● **WHAT TO DO**:
Up to and including the line with "position:absolute; right:18px; bottom:18px;", please reproduce the lines below exactly, beginning with the first.
(Beginning of EXTRACTED MATERIAL)
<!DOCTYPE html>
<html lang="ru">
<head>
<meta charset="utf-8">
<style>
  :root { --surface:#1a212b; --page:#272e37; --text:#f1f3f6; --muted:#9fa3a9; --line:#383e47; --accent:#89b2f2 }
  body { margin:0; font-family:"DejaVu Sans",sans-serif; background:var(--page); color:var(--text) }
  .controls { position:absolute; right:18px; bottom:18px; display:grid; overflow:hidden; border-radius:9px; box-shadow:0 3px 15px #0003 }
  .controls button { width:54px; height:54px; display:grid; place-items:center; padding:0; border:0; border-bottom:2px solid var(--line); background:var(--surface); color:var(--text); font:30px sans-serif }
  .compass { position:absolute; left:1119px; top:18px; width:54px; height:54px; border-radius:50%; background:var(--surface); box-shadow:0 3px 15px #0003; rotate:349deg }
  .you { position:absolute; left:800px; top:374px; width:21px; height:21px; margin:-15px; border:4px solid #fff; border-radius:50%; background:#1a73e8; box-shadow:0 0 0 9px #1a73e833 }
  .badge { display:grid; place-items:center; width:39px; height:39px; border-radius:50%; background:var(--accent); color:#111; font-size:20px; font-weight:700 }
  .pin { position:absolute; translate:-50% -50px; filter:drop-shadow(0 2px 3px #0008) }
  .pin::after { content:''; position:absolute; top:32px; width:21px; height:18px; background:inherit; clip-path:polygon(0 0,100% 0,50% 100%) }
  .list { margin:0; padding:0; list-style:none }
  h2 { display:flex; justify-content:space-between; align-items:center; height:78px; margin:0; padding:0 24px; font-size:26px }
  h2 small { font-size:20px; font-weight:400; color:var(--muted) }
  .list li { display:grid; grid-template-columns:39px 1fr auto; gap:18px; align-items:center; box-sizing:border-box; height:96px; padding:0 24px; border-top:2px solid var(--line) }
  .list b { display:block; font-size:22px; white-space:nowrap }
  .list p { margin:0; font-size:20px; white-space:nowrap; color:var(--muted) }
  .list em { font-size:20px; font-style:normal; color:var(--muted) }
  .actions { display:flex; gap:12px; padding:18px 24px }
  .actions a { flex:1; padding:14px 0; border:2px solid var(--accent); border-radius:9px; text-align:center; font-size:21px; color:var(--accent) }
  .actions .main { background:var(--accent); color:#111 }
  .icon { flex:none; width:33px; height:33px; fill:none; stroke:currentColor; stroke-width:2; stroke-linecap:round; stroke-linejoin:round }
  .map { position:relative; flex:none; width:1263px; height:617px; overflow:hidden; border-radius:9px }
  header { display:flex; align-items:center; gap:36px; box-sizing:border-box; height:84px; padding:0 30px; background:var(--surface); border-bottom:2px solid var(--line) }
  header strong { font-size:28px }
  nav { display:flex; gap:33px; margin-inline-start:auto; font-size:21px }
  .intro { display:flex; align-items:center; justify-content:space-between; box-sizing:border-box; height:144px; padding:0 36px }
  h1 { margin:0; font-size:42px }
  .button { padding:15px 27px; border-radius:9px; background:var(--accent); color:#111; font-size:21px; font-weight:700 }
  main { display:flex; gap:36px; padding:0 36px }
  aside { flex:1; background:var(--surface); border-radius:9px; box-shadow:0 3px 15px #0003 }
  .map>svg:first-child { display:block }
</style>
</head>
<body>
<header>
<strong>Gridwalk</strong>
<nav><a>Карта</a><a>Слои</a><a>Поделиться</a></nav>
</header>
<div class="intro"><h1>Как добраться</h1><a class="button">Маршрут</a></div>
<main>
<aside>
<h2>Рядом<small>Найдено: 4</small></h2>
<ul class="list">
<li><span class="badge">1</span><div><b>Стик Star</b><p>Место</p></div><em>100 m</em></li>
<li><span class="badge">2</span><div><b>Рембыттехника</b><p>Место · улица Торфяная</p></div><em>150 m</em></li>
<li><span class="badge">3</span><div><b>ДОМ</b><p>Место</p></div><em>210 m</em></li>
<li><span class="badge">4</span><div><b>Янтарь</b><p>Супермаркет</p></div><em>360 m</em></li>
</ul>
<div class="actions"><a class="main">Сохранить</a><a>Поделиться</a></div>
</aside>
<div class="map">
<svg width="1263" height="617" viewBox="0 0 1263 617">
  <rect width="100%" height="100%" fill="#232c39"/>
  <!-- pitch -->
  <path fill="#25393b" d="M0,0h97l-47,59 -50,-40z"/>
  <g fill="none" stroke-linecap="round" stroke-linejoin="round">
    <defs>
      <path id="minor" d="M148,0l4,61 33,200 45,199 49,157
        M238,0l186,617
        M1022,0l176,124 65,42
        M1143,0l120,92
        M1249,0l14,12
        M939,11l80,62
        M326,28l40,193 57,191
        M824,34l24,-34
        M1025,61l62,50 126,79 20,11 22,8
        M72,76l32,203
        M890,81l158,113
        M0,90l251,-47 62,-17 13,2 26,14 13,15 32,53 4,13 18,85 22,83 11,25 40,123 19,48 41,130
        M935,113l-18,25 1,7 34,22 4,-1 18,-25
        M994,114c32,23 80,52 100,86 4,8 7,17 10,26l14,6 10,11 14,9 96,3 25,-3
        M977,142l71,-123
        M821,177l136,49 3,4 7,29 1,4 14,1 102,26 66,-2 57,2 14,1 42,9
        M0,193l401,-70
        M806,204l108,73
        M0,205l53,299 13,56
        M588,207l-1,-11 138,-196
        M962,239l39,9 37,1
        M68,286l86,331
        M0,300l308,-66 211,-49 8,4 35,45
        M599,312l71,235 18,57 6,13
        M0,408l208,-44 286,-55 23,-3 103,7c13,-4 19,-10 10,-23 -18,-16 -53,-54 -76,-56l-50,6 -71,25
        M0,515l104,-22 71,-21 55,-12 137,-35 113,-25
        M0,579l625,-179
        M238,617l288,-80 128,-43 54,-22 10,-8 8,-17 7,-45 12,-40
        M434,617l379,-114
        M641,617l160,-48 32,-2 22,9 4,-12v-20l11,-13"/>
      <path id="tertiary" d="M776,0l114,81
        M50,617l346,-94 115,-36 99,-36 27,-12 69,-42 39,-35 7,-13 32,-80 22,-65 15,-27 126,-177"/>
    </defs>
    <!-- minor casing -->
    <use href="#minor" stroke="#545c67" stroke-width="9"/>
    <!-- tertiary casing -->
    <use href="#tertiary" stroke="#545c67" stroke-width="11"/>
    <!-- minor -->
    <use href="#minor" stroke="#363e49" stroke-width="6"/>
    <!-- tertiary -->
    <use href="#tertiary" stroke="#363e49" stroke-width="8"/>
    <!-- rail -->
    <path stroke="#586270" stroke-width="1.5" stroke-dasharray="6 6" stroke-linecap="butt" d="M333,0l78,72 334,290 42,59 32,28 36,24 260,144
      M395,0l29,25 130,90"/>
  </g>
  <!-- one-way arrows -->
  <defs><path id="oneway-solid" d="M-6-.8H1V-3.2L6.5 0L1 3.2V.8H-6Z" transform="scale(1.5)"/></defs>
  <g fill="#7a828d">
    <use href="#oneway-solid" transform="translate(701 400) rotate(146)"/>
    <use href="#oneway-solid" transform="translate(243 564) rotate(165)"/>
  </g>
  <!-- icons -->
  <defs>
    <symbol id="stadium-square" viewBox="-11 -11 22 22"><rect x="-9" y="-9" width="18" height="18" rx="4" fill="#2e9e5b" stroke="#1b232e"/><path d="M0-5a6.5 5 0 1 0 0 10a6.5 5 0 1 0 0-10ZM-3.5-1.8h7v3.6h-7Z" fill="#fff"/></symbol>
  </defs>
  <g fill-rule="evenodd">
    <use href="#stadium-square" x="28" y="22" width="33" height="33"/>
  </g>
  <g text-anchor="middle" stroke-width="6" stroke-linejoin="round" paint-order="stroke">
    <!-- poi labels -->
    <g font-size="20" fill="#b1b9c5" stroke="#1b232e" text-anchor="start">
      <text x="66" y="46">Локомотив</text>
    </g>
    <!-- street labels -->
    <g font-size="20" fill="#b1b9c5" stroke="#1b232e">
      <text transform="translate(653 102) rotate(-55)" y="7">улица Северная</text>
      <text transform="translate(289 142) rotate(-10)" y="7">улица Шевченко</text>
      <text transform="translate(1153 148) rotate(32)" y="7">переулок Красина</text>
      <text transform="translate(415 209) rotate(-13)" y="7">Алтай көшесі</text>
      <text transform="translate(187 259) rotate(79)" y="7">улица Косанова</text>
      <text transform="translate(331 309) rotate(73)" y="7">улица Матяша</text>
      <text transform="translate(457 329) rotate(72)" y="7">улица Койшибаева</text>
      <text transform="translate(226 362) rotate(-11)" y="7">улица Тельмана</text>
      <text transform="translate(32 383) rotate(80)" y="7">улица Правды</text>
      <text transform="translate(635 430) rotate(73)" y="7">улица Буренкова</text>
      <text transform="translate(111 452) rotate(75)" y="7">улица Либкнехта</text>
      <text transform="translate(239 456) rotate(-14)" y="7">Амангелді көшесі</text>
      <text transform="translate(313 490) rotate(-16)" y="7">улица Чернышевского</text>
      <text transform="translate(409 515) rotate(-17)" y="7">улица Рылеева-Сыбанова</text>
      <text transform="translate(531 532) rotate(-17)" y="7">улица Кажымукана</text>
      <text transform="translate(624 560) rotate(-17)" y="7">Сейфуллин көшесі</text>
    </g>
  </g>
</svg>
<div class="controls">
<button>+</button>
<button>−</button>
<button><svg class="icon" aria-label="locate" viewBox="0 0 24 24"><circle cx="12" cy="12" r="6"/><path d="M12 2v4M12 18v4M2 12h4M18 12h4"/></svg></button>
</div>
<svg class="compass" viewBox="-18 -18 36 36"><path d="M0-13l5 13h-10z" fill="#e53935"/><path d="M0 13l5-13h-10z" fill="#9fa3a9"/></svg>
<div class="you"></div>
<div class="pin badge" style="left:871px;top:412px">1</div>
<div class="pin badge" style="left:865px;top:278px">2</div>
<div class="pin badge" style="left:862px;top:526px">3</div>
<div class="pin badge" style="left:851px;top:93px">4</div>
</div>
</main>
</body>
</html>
(End of EXTRACTED MATERIAL)
● **RESPONSE**:
<!DOCTYPE html>
<html lang="ru">
<head>
<meta charset="utf-8">
<style>
  :root { --surface:#1a212b; --page:#272e37; --text:#f1f3f6; --muted:#9fa3a9; --line:#383e47; --accent:#89b2f2 }
  body { margin:0; font-family:"DejaVu Sans",sans-serif; background:var(--page); color:var(--text) }
  .controls { position:absolute; right:18px; bottom:18px; display:grid; overflow:hidden; border-radius:9px; box-shadow:0 3px 15px #0003 }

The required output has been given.